■ Goal of the exercise
Lines in which "nowrap" appears should be pulled from the data below.
____ Given data
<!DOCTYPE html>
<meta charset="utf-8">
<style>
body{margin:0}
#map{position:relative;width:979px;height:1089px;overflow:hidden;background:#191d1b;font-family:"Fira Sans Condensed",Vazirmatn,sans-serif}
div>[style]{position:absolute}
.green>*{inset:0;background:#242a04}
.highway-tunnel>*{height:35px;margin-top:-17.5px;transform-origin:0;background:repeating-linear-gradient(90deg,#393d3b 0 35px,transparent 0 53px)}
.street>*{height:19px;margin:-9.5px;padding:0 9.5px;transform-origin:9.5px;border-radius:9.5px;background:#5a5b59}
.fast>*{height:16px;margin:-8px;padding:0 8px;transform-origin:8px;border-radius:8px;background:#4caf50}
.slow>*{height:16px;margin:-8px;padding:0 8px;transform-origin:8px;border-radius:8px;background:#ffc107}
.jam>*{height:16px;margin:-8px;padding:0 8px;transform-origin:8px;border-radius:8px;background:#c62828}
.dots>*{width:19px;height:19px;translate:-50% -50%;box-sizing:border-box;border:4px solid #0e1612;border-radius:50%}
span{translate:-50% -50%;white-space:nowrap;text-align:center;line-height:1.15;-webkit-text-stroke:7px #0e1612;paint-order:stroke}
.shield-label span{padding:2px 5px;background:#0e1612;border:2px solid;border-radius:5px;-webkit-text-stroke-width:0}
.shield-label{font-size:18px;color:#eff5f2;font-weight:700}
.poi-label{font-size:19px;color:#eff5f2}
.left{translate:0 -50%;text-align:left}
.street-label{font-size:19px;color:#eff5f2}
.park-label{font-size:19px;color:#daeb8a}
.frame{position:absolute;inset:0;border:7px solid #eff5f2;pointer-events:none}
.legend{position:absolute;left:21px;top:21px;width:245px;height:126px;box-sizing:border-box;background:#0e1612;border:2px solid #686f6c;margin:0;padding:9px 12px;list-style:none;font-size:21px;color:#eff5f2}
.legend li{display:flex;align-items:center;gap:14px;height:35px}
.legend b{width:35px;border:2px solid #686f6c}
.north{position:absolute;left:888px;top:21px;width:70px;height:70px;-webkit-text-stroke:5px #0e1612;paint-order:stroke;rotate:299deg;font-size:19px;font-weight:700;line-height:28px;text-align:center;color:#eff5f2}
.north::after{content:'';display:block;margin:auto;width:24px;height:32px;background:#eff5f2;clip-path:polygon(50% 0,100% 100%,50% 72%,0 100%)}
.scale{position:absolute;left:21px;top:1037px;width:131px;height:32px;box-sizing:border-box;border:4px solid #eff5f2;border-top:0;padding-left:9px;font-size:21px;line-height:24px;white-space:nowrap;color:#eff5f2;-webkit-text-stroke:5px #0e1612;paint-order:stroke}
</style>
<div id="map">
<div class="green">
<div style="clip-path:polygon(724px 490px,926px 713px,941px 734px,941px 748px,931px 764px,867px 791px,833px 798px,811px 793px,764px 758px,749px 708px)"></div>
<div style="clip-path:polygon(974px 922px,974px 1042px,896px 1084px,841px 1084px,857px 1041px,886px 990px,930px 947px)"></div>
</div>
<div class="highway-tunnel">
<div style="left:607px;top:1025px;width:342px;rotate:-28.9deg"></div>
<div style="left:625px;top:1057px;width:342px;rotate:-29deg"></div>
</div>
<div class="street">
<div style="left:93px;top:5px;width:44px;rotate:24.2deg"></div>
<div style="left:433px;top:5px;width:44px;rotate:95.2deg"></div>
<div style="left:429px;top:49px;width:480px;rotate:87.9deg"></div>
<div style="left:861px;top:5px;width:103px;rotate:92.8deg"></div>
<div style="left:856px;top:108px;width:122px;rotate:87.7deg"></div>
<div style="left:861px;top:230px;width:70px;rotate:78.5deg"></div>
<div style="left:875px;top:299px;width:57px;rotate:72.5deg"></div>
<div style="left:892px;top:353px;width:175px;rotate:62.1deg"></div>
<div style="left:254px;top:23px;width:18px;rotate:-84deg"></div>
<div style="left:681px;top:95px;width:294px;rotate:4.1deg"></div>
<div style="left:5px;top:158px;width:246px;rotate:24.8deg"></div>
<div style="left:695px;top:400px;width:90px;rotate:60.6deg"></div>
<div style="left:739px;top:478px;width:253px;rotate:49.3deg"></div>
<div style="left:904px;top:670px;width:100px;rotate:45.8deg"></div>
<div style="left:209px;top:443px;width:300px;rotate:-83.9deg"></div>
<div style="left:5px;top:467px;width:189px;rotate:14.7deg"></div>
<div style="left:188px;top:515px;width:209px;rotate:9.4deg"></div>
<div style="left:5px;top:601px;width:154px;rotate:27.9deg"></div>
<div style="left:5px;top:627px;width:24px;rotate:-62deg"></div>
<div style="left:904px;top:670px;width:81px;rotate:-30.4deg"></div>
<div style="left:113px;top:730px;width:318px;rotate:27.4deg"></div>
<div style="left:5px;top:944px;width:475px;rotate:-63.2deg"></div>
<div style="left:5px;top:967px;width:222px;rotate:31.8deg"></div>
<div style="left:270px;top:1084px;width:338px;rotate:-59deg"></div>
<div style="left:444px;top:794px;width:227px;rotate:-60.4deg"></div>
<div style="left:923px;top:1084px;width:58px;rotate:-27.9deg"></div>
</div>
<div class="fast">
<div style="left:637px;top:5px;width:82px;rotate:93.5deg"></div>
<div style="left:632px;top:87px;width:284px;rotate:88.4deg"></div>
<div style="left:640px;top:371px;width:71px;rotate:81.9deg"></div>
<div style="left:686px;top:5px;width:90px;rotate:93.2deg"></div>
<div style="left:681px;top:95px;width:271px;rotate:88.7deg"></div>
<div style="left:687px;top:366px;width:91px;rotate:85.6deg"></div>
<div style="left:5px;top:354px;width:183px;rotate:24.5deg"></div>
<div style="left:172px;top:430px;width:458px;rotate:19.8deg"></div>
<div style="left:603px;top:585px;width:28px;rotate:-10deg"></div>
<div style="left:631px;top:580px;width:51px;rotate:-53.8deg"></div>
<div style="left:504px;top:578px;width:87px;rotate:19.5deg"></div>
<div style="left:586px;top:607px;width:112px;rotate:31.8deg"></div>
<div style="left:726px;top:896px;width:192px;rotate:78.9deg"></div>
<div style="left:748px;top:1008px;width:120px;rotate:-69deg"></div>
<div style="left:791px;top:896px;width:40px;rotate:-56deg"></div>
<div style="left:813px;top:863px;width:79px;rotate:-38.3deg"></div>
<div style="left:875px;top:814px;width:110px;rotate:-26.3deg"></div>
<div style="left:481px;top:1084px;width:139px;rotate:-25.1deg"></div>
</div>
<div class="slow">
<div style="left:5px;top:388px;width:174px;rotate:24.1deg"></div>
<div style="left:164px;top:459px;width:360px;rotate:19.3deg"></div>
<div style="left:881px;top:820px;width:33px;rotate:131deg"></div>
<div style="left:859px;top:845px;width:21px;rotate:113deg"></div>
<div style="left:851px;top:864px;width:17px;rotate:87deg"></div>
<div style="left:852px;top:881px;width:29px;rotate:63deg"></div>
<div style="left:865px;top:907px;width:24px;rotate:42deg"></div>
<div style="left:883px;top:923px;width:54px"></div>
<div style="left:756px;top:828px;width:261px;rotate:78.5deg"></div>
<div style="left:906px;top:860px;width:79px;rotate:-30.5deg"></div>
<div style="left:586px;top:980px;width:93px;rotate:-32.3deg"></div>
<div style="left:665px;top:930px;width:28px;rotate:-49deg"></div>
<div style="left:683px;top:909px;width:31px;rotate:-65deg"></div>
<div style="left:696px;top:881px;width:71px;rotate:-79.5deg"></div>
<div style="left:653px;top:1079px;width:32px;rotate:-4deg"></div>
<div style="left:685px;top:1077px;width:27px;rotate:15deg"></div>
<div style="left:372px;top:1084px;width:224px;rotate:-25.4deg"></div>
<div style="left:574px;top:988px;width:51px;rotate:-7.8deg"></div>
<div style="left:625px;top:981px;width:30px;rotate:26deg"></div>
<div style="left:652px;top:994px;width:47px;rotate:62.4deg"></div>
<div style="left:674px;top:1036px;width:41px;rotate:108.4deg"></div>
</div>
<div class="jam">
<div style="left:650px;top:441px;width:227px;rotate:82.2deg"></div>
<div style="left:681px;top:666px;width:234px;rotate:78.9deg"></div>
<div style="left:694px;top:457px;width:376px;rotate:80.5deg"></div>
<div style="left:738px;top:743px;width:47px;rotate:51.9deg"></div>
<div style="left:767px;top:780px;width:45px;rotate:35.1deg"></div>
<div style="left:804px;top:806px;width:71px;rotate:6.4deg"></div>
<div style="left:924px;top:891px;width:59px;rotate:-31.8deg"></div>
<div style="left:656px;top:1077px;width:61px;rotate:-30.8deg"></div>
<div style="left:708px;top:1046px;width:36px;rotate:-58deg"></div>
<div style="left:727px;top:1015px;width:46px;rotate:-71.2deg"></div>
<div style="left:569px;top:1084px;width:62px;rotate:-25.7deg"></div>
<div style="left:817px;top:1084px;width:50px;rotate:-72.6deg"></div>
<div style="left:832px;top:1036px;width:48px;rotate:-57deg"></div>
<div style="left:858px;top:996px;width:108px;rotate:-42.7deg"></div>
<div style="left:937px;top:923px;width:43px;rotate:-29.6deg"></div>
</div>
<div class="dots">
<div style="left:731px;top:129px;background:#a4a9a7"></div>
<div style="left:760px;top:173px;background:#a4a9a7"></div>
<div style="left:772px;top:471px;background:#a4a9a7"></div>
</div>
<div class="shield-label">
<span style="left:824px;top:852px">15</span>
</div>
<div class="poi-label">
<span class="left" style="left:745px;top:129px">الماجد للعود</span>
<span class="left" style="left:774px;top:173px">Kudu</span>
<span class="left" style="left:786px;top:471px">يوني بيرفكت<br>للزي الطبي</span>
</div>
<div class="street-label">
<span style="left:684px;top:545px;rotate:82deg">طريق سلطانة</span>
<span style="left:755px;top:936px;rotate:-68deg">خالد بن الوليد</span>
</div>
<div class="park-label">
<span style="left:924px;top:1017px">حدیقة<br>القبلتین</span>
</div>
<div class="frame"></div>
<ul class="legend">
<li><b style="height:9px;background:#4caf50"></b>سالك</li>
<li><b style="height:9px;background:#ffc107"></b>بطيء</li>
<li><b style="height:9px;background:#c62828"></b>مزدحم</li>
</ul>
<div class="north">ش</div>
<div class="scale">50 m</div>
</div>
________
■ Completed task
span{translate:-50% -50%;white-space:nowrap;text-align:center;line-height:1.15;-webkit-text-stroke:7px #0e1612;paint-order:stroke}
.scale{position:absolute;left:21px;top:1037px;width:131px;height:32px;box-sizing:border-box;border:4px solid #eff5f2;border-top:0;padding-left:9px;font-size:21px;line-height:24px;white-space:nowrap;color:#eff5f2;-webkit-text-stroke:5px #0e1612;paint-order:stroke}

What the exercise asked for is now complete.